TASK DESCRIPTION: Note each line of the listing that contains the string "html", and copy it.

(PROVIDED RECORDS Opens)

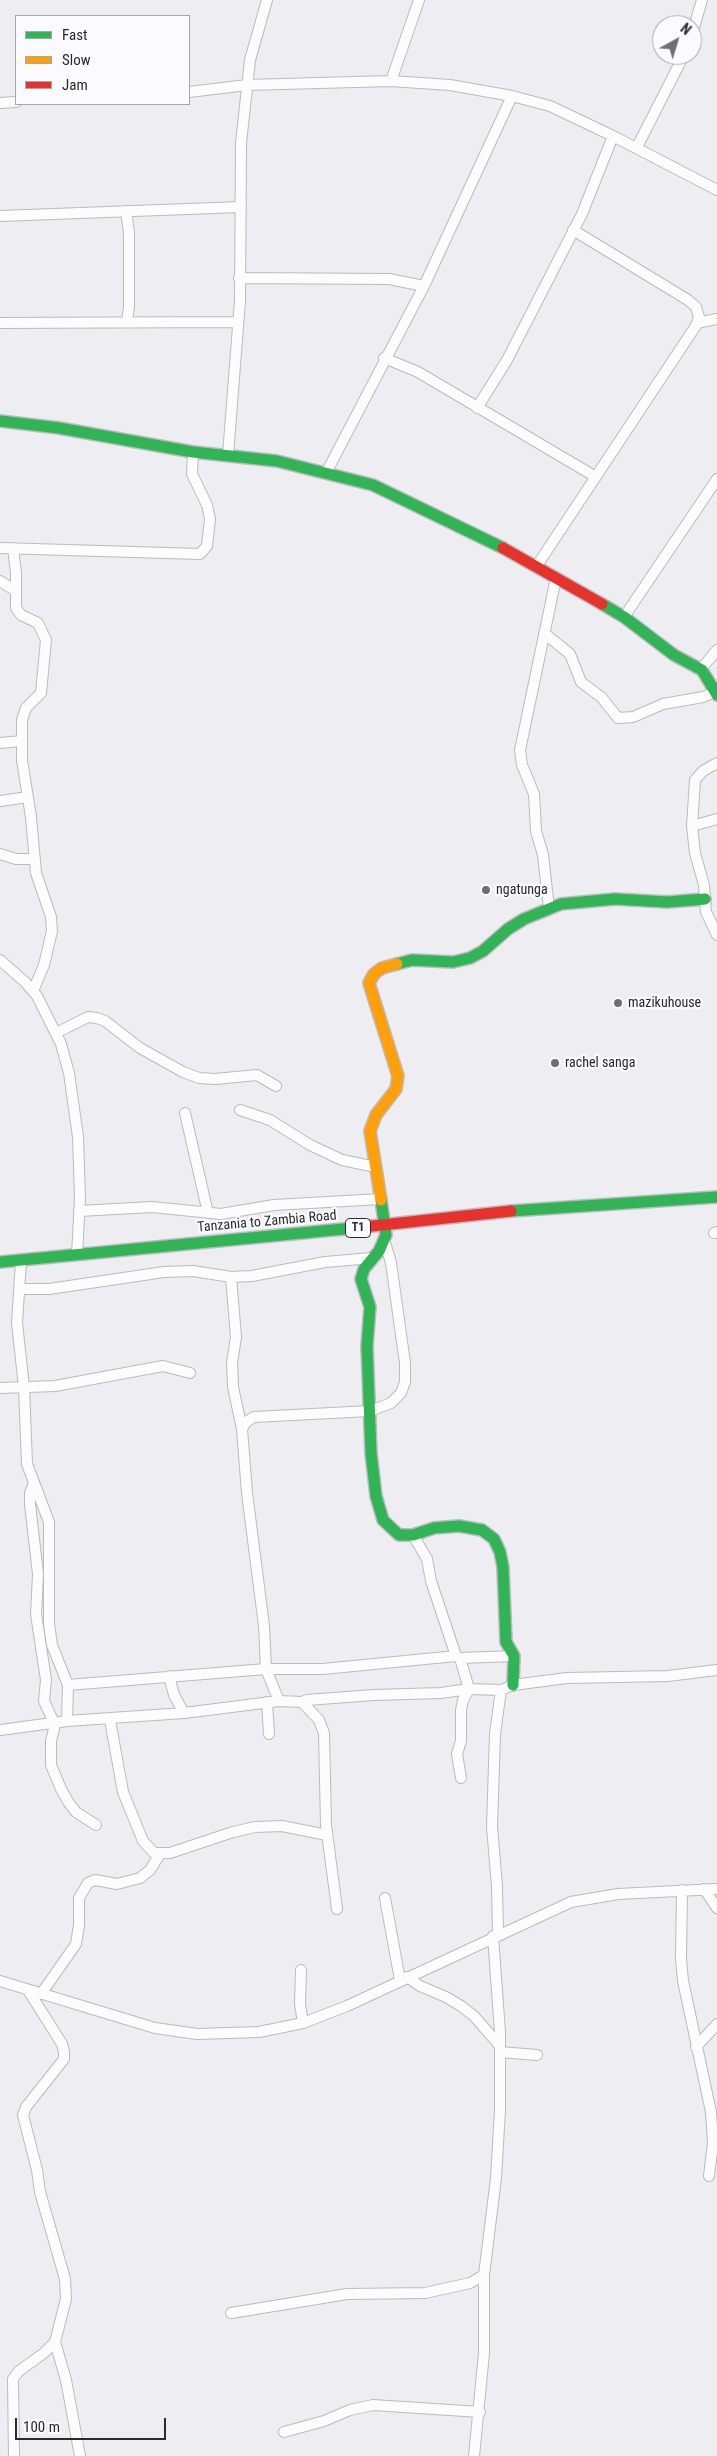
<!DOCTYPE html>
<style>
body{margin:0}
#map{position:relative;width:717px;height:2456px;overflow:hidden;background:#eeeef2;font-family:"Roboto Condensed",sans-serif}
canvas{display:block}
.legend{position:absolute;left:15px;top:15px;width:175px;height:90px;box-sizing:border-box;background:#fafaff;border:1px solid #a7a6ab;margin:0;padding:6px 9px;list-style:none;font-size:15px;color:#2a292c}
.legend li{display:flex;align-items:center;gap:10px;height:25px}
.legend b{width:25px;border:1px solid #a7a6ab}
.north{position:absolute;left:652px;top:15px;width:50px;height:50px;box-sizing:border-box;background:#fafaff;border:1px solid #a7a6ab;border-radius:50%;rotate:39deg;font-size:14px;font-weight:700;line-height:20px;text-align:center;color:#2a292c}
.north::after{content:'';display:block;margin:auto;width:18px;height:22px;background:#6f6e71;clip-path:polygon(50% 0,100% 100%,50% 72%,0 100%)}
.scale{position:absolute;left:15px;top:2418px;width:151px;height:22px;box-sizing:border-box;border:2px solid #2a292c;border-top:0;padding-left:6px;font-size:15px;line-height:18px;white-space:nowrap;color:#2a292c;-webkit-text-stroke:4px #fafaff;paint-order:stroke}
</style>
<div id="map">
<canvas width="717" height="2456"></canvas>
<ul class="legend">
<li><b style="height:6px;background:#30b455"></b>Fast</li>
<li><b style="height:6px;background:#ff9f0a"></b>Slow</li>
<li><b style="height:6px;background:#e5322d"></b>Jam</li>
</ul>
<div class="north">N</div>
<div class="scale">100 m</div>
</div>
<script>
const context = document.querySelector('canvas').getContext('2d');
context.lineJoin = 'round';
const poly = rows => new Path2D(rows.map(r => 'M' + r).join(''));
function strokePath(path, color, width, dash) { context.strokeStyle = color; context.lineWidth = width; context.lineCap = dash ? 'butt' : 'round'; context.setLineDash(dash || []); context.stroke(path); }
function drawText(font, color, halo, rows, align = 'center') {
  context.font = font + ' "Roboto Condensed",sans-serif'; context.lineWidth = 4.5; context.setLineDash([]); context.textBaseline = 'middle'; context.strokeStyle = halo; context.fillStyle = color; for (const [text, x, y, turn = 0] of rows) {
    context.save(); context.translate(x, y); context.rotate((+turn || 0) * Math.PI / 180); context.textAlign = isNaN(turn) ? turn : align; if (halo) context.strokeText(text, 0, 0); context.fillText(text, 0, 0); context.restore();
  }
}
const street = poly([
 [692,34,702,0],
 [391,81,419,0],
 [189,92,247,85,391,81,450,85,512,96,550,106,613,136,717,190],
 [0,103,16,102],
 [637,147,684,55],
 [126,211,129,233,129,306,127,322],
 [0,216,241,207],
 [239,278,389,279,424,286],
 [0,323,237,322],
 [697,323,717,319],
 [384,358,418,372,596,477],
 [477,408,507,360,582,214,613,136],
 [228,455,240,301,241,143,250,60,267,0],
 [326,473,424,286,512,96],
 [0,548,200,554,207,546,210,519,207,505,192,474,193,452],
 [13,548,16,573,16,608,21,615,38,623,46,640,41,693,26,708,22,720,22,760,31,817,36,873,51,917,52,931,44,965,33,991],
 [536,567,697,324,699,317,696,307,688,300,573,230],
 [0,581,16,591],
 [624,617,717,479],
 [544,633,570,654,581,682,601,697,618,718,633,717,663,704,703,697,715,692],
 [701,669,717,650],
 [0,743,22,741],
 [717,763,703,771,695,780,692,826,695,853,704,885,706,912,717,935],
 [0,801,28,797],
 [692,826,717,819],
 [0,854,16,859,35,859],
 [549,908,543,855,536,831,534,794,522,765,520,750,556,578],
 [0,960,25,982,37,996,61,1044,69,1073,78,1137,80,1198,77,1255],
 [56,1033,88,1017,97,1018,105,1021,140,1048,183,1072,199,1078,215,1079,257,1075,276,1086],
 [240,1110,270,1120,310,1145,342,1160,376,1167],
 [185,1113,208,1213],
 [79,1211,152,1207,221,1214,274,1205,381,1199],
 [714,1233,717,1232],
 [21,1261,17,1323,24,1387,27,1464,49,1522,49,1624,52,1645,68,1685,67,1721],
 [231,1277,236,1337,232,1363,233,1387,242,1429],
 [20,1289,49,1289,164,1272,193,1271,231,1277,252,1276,325,1262,372,1258],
 [0,1388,55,1386,163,1366,190,1373],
 [34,1483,30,1493,30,1504,38,1574,36,1614,46,1680,44,1701,55,1725,51,1741,51,1765,61,1789,69,1803,76,1812,96,1825],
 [413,1535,427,1559,431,1581,456,1656,460,1658,469,1689,463,1700,461,1710,461,1741,457,1754,461,1778],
 [460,1658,514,1656],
 [169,1676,174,1695,184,1713],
 [68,1685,266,1669,323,1669,456,1656],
 [279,1701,266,1669,264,1626,247,1493,242,1429,246,1422,254,1417,370,1411,391,1403,401,1393,405,1382,405,1363,391,1263,384,1239],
 [267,1702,269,1734],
 [302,1702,319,1720,324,1733,326,1825,337,1909],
 [110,1720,123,1792,143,1841,154,1853,170,1853,233,1832,255,1827,282,1826,327,1835],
 [0,1730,67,1721,184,1713,279,1701,302,1702,307,1700,374,1695,441,1693,469,1689,501,1690,513,1685,567,1678,668,1676,717,1670],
 [704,1889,717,1908],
 [682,1890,681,1959,683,1981,711,2112,713,2143,709,2176],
 [385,1898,400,1980],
 [498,1934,497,1886,492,1827,495,1734,501,1690],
 [301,1970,300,2004,303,2023],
 [407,1977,420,1986,446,1997,461,2006,474,2016,500,2046],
 [0,1981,155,2028,197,2034,259,2032,303,2023,347,2006,571,1902,618,1894,717,1889],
 [41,1994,76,1944,79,1925,79,1898,88,1883,95,1880,117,1884,140,1878,150,1870,160,1854],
 [696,2047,717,2024],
 [500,2052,537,2055],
 [231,2313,347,2294,425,2293,470,2283,484,2275],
 [55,2342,66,2380,80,2456],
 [284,2432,324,2421,350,2410,373,2405,480,2412],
 [14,2456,13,2379,19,2371,44,2353,55,2342,66,2299,65,2279,40,2192,37,2170,23,2115,26,2107,64,2059,64,2052,62,2044,28,1990],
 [474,2456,484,2353,484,2275,496,2178,500,2110,500,2032,493,1936]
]);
const fast = poly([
 [0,421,59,428,193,452,277,461,373,485,503,548],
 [602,604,624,617,674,655,702,670,717,695],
 [397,964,412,960,453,962,470,958,483,951,508,929,524,919,561,904,615,899,667,902,705,899],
 [381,1200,386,1235,379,1251,364,1269,361,1279,370,1307,367,1346,371,1453,376,1496,383,1520,399,1535,413,1535,434,1528,459,1526,482,1530,494,1539,500,1552,503,1567,506,1642,514,1656,513,1685],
 [511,1211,717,1197],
 [0,1262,354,1228]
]);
const slow = poly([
 [381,1200,370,1131,376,1115,396,1089,398,1076,369,983,374,974,382,968,397,964]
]);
const jam = poly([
 [503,548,602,604],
 [354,1228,511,1211]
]);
strokePath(street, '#bbbabe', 12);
strokePath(fast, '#bbbabe', 14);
strokePath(slow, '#bbbabe', 14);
strokePath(jam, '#bbbabe', 14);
strokePath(street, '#fcfcfd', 10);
strokePath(fast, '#30b455', 11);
strokePath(slow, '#ff9f0a', 11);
strokePath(jam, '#e5322d', 11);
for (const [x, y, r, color] of [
 [486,890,5,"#6f6e71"],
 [618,1003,5,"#6f6e71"],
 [555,1063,5,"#6f6e71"]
]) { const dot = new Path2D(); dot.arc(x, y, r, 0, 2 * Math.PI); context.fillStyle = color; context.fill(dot); strokePath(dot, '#fafaff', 2); }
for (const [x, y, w] of [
 [358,1228,25]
]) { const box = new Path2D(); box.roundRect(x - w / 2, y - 9.5, w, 19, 4); context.fillStyle = '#fafaff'; context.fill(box); strokePath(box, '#2a292c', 1); }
drawText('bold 12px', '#2a292c', null, [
 ["T1",358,1228]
]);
drawText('14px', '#2a292c', '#fafaff', [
 ["ngatunga",496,890],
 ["mazikuhouse",628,1003],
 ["rachel sanga",565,1063]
], 'left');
drawText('14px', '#2a292c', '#fafaff', [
 ["Tanzania to Zambia Road",267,1222,-5]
]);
</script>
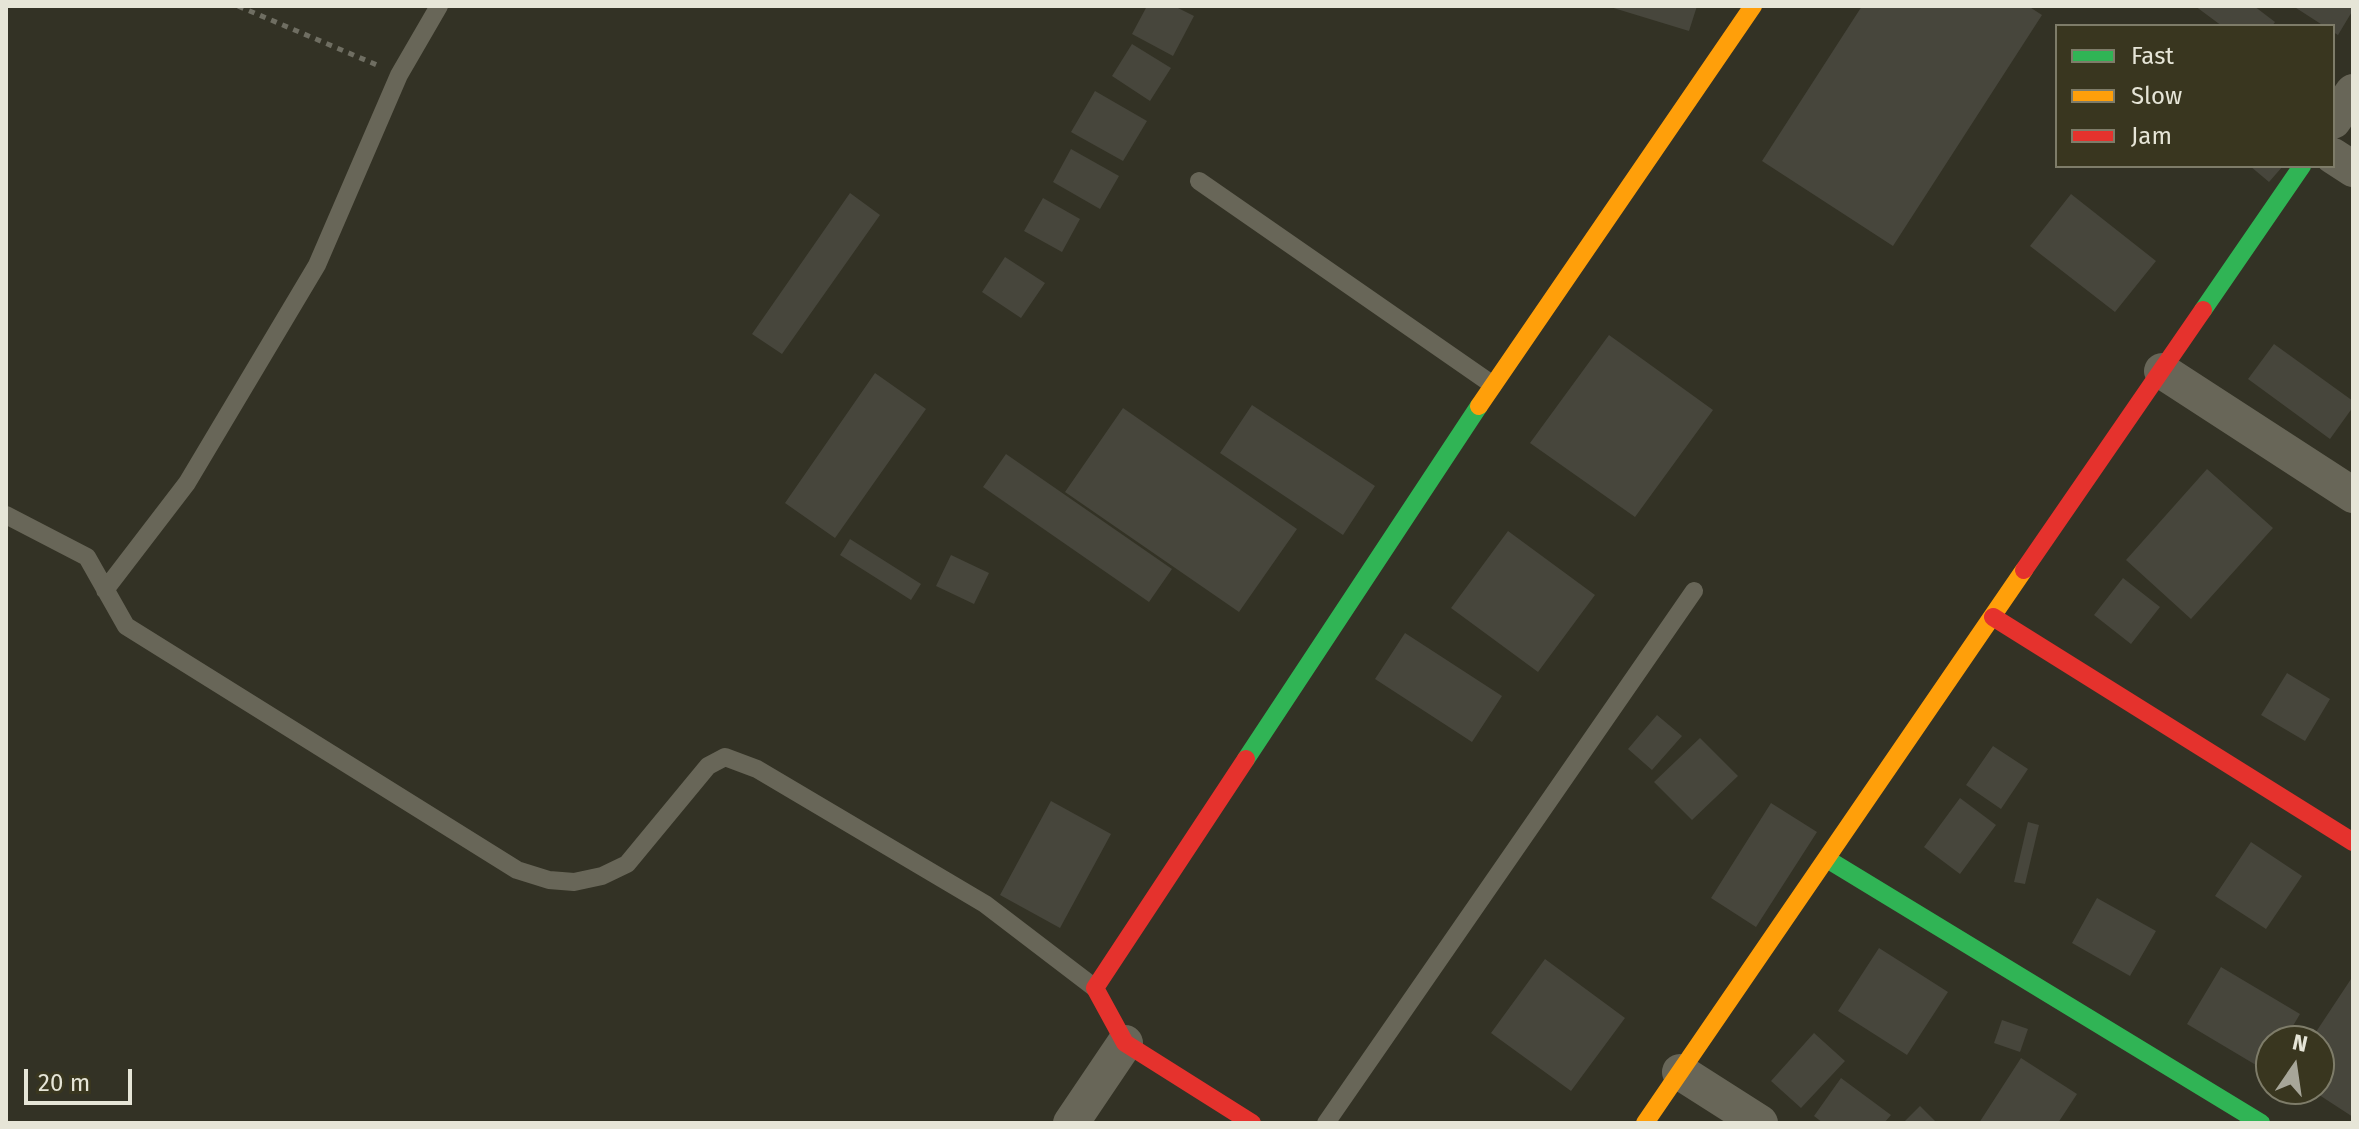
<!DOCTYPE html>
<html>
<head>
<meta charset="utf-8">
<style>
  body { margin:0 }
  #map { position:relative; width:2359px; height:1129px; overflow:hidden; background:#333225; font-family:"Fira Sans",sans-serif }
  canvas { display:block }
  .frame { position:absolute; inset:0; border:8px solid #e6e5d7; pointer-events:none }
  .legend { position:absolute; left:2055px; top:24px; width:280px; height:144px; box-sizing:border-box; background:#39361f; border:2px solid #7e7c69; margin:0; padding:10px 14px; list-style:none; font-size:24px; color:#e6e5d7 }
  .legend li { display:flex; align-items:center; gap:16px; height:40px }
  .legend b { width:40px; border:2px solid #7e7c69 }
  .north { position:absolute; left:2255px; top:1025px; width:80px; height:80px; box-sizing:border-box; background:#39361f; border:2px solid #7e7c69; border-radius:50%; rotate:13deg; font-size:22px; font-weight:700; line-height:32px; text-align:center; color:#e6e5d7 }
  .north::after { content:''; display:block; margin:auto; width:28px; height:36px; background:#a7a699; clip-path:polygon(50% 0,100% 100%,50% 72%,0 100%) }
  .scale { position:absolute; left:24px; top:1069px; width:108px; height:36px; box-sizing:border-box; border:4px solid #e6e5d7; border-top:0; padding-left:10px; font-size:24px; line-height:28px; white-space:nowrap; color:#e6e5d7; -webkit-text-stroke:6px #39361f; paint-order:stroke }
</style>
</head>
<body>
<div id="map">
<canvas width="2359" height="1129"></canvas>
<div class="frame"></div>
<ul class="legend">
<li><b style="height:10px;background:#30b455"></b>Fast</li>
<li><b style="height:10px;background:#ff9f0a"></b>Slow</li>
<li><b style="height:10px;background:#e5322d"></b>Jam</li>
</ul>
<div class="north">N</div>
<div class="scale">20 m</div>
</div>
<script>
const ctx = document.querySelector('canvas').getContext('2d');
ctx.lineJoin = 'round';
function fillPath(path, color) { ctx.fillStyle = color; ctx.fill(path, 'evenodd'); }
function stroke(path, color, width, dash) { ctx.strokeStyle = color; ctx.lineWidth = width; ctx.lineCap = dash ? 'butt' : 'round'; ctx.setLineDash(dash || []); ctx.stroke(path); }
fillPath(new Path2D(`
  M1147 6H1174L1194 16 1173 56 1132 34Z
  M1607 6H1697L1689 31Z
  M1862 6H2028L2042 15 1893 246 1762 161Z
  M2195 6H2254L2275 22 2272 26H2222Z
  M2293 6H2353V10L2338 35 2333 32V26H2324Z
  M1132 44 1171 68 1150 101 1112 76Z
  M1095 91 1147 121 1123 161 1071 132Z
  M1071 149 1119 176 1100 209 1053 182Z
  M2250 166H2283L2269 182Z
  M850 193 880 215 782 354 752 334Z
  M2071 194 2156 261 2115 312 2030 246Z
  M1043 198 1080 219 1062 252 1024 231Z
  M1005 257 1045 283 1021 318 982 292Z
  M1609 335 1713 410 1635 517 1530 443Z
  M2274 344 2353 401V407L2330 439 2248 379Z
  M875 373 926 409 835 538 785 503Z
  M1252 405 1375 486 1343 535 1220 453Z
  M1123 408 1297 529 1239 612 1065 492Z
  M1006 454 1172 569 1149 602 983 487Z
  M2207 469 2273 528 2191 619 2126 560Z
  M1508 531 1595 595 1538 672 1451 608Z
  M850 539 921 584 911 600 840 555Z
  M951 555 989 573 974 604 936 586Z
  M2123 578 2160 607 2131 644 2094 615Z
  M1405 633 1502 696 1472 742 1375 679Z
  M2287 673 2330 699 2305 741 2261 715Z
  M1657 715 1682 736 1652 770 1628 749Z
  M1700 738 1738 776 1692 820 1654 782Z
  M1993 746 2028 769 2001 809 1966 785Z
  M1960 798 1996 825 1960 874 1924 847Z
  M1051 801 1111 834 1060 928 1000 895Z
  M1771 803 1817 832 1756 927 1711 898Z
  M2028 822 2039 825 2025 884 2014 882Z
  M2251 842 2302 876 2266 929 2215 896Z
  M2097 898 2156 931 2130 976 2072 943Z
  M1879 948 1948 992 1907 1055 1838 1011Z
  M1545 959 1625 1018 1571 1091 1491 1033Z
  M2221 967 2300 1014 2284 1041H2271V1063L2266 1071 2187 1024Z
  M2353 976V1117L2310 1089H2319V1041H2310Z
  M2002 1020 2028 1029 2020 1052 1994 1043Z
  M1814 1033 1845 1061 1801 1108 1771 1081Z
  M2021 1058 2077 1094 2058 1123H1979Z
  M1841 1078 1891 1115 1884 1123H1823L1814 1116Z
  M1920 1106 1937 1123H1903Z`), '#47463c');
stroke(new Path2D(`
  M238 6 377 65`), '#6f6e62', 5, [6, 6]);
stroke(new Path2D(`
  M1199 181 1493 385
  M6 515 87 557 126 626 517 870 549 880 574 882 602 876 627 864 708 766 725 757 757 769 985 904 1095 988
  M105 590 187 483 317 265 399 75 439 6
  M1326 1123 1694 591`), '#686658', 18);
stroke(new Path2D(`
  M2333 121 2353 92
  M2333 156 2353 169
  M2162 371 2353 495
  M1680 1072 1760 1123
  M1071 1123 1125 1043`), '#686658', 36);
stroke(new Path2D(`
  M2203 310 2302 166
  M1246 759 1479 406
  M1827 859 2261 1123`), '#30b455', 18);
stroke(new Path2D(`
  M1479 406 1753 6
  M1645 1123 2024 570`), '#ff9f0a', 18);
stroke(new Path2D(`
  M2024 570 2203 310
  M1993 617 2353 842
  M1246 759 1095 988 1125 1043 1252 1123`), '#e5322d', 18);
</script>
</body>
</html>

(PROVIDED RECORDS Closes)

SOLUTION TO THIS PROBLEM:
<!DOCTYPE html>
<!DOCTYPE html>
<html>
</html>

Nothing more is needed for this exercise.